Rebecca Kite’s Book in the World:

Partially because of her prior small business experience (designing and producing timpani), Rebecca knew about the importance of reaching her target audience early and repeatedly. She knew her book would appeal to a small niche readership of percussionists and marimbists; and, secondarily, to libraries. After those markets were reached, she would expand her marketing to include a more general audience, as well as readers in Japan (once the book was translated).

Rebecca’s first marketing decision was timing the book’s appearance to coincide with the 2006 annual Percussive Arts Society International Convention in Austin, Texas. Since Keiko Abe would attend that convention to perform, it would be a perfect opportunity to sell books autographed by both Abe and herself. Rebecca started advertising her book in the journal of the Percussive Arts Society four months prior to the big event, and had mentioned the upcoming biography in articles she’d written for the journal a full two years before it would be available for sale.

Rebecca’s marketing plans have worked perfectly.
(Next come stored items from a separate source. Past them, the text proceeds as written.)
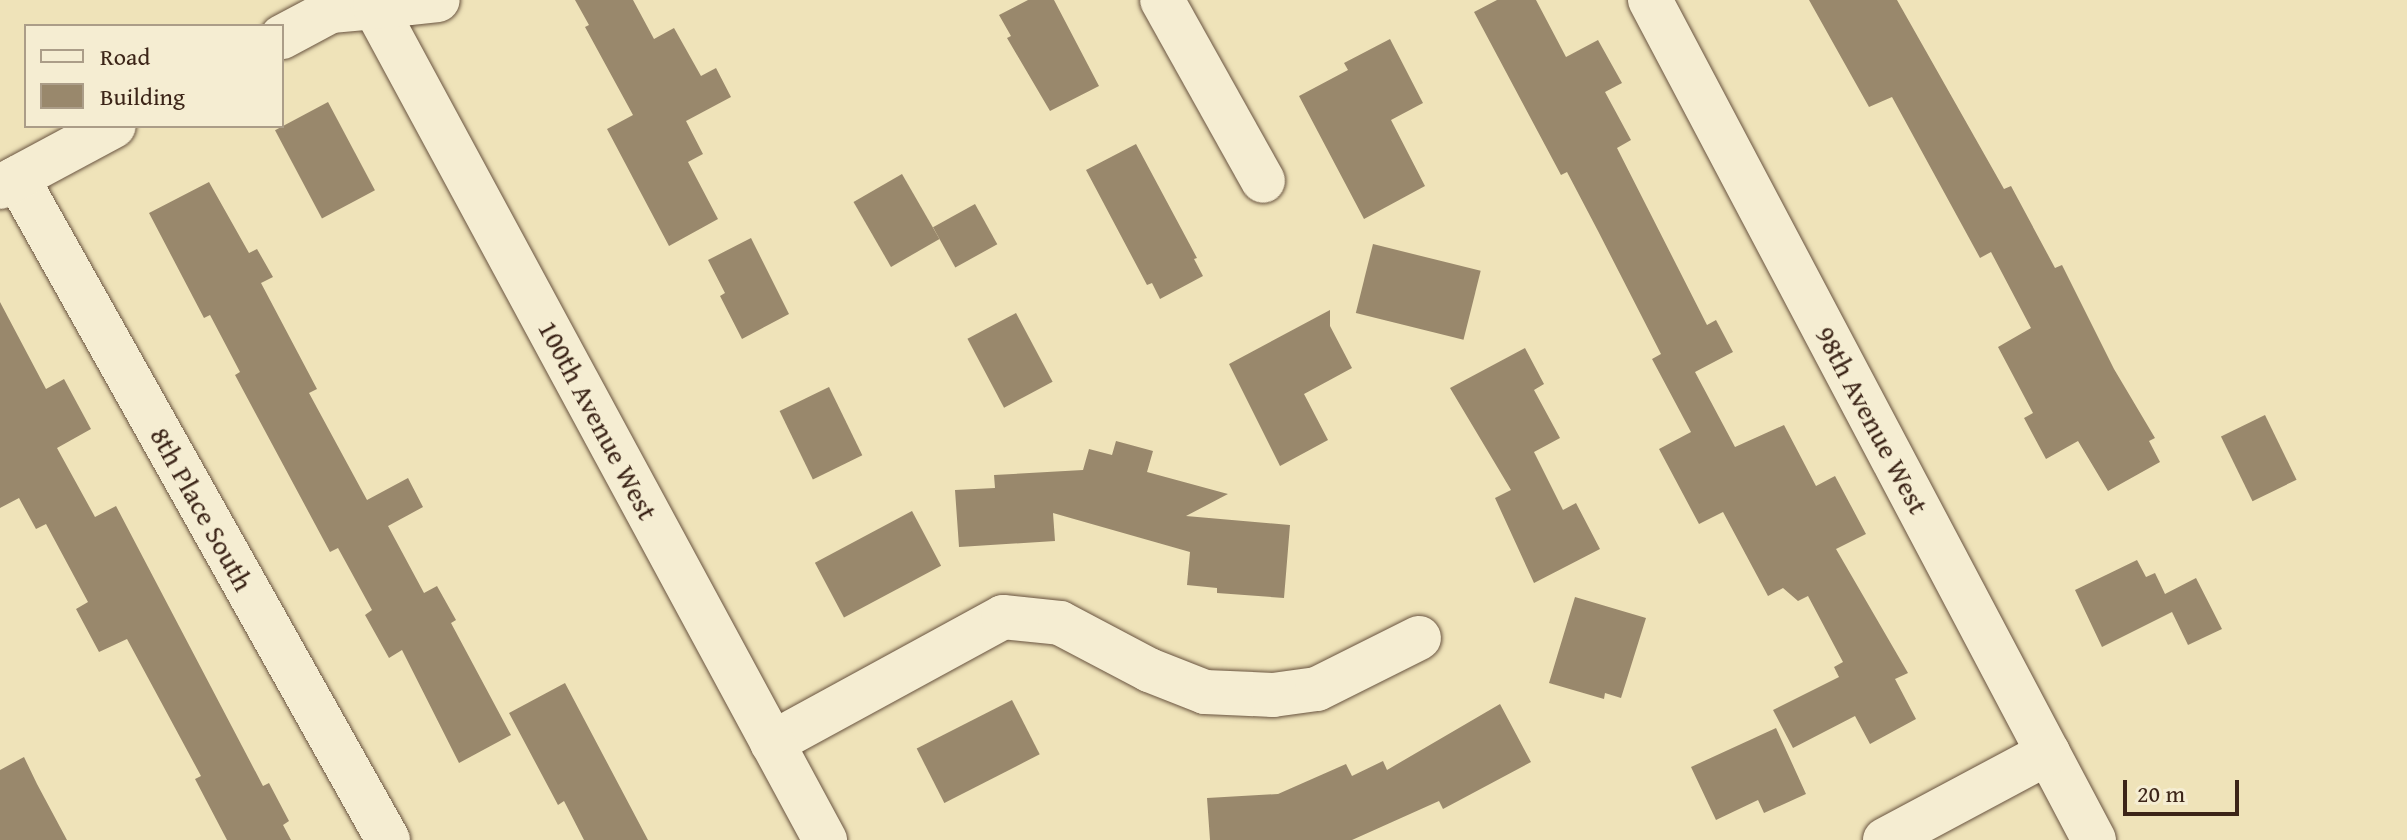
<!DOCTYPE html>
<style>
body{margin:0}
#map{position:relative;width:2407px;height:840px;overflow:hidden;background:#efe3b9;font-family:"Gentium Book Plus",serif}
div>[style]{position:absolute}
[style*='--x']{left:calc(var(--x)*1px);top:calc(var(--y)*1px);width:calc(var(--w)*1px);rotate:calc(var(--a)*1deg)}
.building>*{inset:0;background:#99886c;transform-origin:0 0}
.roads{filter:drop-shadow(0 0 2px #695440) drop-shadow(0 0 2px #695440)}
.street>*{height:44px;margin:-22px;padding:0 22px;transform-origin:22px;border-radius:22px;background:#f5edd2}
.secondary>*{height:44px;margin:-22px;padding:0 22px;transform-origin:22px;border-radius:22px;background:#f5edd2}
span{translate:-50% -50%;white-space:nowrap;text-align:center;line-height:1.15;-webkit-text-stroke:6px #f5edd2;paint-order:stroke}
.street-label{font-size:28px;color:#3c2518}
.legend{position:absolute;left:24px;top:24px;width:260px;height:104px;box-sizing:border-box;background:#f5edd2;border:2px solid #ab9d88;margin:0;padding:10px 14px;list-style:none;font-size:24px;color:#3c2518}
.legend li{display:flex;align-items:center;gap:16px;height:40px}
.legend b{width:40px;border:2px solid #ab9d88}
.scale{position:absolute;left:2123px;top:780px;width:116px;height:36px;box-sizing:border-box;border:4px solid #3c2518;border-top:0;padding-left:10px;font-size:24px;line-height:28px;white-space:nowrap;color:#3c2518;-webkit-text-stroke:6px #f5edd2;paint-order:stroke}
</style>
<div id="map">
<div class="building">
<div style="clip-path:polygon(575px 0,633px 0,654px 39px,674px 28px,701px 76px,716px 68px,731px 97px,686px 121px,703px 154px,688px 162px,718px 219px,669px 246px,607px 129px,633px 115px,585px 27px,589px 25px)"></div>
<div style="clip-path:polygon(1028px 0,1054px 0,1099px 86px,1050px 111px,1007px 38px,1011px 36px,999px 15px)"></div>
<div style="clip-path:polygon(1497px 0,1536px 0,1566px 57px,1598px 40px,1622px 83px,1605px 92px,1631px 140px,1617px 148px,1707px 325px,1716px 320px,1733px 352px,1695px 372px,1735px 447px,1784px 425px,1816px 486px,1835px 476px,1866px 534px,1836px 549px,1908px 673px,1895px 679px,1916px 719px,1870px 744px,1855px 716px,1793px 748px,1773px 710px,1839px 677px,1834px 667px,1843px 662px,1808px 596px,1798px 601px,1783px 588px,1768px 596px,1723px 512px,1699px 524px,1659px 449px,1691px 432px,1652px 359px,1661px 354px,1598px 231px,1567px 172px,1561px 175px,1474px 12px)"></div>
<div style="clip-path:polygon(1809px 0,1897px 0,2004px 189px,2011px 186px,2055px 268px,2062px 265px,2114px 369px,2155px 438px,2149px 441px,2160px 462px,2108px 491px,2078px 441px,2046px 459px,2024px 418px,2033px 413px,1998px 347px,2031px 328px,1991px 252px,1980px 258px,1892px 97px,1869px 107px)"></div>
<div style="clip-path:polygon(1390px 39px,1423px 103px,1391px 120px,1425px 186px,1364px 219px,1299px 96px,1348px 70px,1344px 63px)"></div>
<div style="left:328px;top:102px;width:100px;height:60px;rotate:62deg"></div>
<div style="clip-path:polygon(1136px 144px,1197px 258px,1194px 259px,1203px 276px,1160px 299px,1152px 283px,1147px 285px,1086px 170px)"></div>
<div style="left:902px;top:174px;width:75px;height:56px;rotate:60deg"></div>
<div style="clip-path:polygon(209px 182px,249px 253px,257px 249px,273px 277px,261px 283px,317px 389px,309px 393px,367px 500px,408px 478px,423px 507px,388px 526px,424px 593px,437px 586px,456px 620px,451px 623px,511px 735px,459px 763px,402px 650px,389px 658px,365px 615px,372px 610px,338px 548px,330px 552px,235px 375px,240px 372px,210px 315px,204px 318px,149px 213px)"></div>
<div style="left:975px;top:204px;width:46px;height:48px;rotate:61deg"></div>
<div style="clip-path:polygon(751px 238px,789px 314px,742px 339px,720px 296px,725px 293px,708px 260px)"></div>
<div style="left:1373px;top:244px;width:111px;height:71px;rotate:14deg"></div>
<div style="clip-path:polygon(0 302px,46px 389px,64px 379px,91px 429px,57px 448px,95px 517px,116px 506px,263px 786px,269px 783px,289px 821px,283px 825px,291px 840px,227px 840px,195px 779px,201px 776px,127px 639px,99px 652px,76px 609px,88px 602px,46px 524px,36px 529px,19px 498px,0 508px)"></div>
<div style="clip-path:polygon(1330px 310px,1330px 326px,1352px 368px,1304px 394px,1328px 440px,1280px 466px,1229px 364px)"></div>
<div style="left:1016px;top:313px;width:78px;height:55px;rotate:62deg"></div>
<div style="clip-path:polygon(1525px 348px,1544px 384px,1534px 390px,1560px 438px,1534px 452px,1563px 510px,1576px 503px,1600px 549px,1534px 583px,1495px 498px,1511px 490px,1450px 388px)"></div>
<div style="left:829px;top:387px;width:76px;height:55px;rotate:64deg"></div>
<div style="left:2265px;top:415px;width:72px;height:49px;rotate:64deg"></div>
<div style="clip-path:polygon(1116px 441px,1153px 451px,1147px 472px,1228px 494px,1186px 516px,1290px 525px,1284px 598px,1217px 593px,1217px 588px,1187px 585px,1190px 552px,1053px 513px,1055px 541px,959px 547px,955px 490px,995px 488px,994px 475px,1083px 470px,1089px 449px,1112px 455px)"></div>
<div style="left:912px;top:511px;width:62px;height:110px;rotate:62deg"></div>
<div style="clip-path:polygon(2137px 560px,2146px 577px,2155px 573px,2165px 594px,2196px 578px,2222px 629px,2188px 645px,2172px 612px,2102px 647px,2075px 590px)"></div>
<div style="clip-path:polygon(1575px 597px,1646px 618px,1621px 698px,1605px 693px,1604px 699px,1549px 683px)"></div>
<div style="clip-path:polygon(565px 683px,648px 840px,584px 840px,564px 801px,558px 805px,509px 713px)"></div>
<div style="left:1012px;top:700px;width:61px;height:107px;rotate:63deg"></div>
<div style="clip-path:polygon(1500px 704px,1531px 762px,1443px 809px,1439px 801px,1352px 840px,1210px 840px,1207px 798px,1278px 794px,1346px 764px,1352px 776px,1383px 761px,1387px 770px)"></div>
<div style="clip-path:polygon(1776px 728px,1806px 794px,1764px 813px,1758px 800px,1716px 820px,1691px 767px)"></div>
<div style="clip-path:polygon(24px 757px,37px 784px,67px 840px,0 840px,0 770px)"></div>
</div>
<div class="roads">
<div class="street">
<div style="--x:1162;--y:0;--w:207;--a:60.8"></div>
<div style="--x:1650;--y:0;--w:950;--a:62.14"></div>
<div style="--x:282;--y:37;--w:55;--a:-28"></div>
<div style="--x:331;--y:11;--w:44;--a:-5.2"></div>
<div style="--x:17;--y:178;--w:759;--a:60.73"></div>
<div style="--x:0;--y:187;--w:129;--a:-28.2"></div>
<div style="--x:772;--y:743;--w:263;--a:-28.6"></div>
<div style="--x:1003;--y:617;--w:57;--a:6"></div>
<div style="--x:1060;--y:623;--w:101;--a:27.8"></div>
<div style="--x:1149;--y:670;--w:60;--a:21.4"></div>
<div style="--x:1205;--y:692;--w:68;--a:2.5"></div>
<div style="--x:1273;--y:695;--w:44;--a:-7.8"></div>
<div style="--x:1317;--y:689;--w:114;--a:-26.6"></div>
<div style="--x:1885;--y:840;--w:185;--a:-28.1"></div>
</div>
<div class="secondary">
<div style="--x:371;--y:0;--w:955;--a:61.61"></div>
<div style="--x:375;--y:7;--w:63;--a:-6.3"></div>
</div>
</div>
<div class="street-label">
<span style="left:598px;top:420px;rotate:62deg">100th Avenue West</span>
<span style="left:1872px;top:420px;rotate:62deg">98th Avenue West</span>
<span style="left:202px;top:509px;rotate:61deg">8th Place South</span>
</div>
<ul class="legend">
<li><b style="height:10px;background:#f5edd2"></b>Road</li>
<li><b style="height:22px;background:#99886c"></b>Building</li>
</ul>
<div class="scale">20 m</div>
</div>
During the PASIC gathering, she sold over a hundred and twenty books from a rented booth on the convention floor, each one an autographed “Collector’s Edition.” As Rebecca explained, “The book generated a lot of interest. It’s a big event in my part of the field to have a book like this come out, and it was announced from the stage several times as a ‘must read.’ I know Abe was so pleased with it, and that is terrifically gratifying for me.”

Rebecca estimates that it will take another year or so for enough people in her field to read the book and comment publicly, thus spreading the word of its existence internationally. In the interim, she’s been sending out press releases and review copies to Library Journal, Kirkus Reviews, Publisher’s Weekly, and others who may have an interest in reviewing the book. She has not overlooked the Internet, either. With notices on her two websites, she has begun selling the book online. Meanwhile, her two dogs and two cats have grown accustomed to the small mountain of slowly dwindling books that currently fills her indoor garage.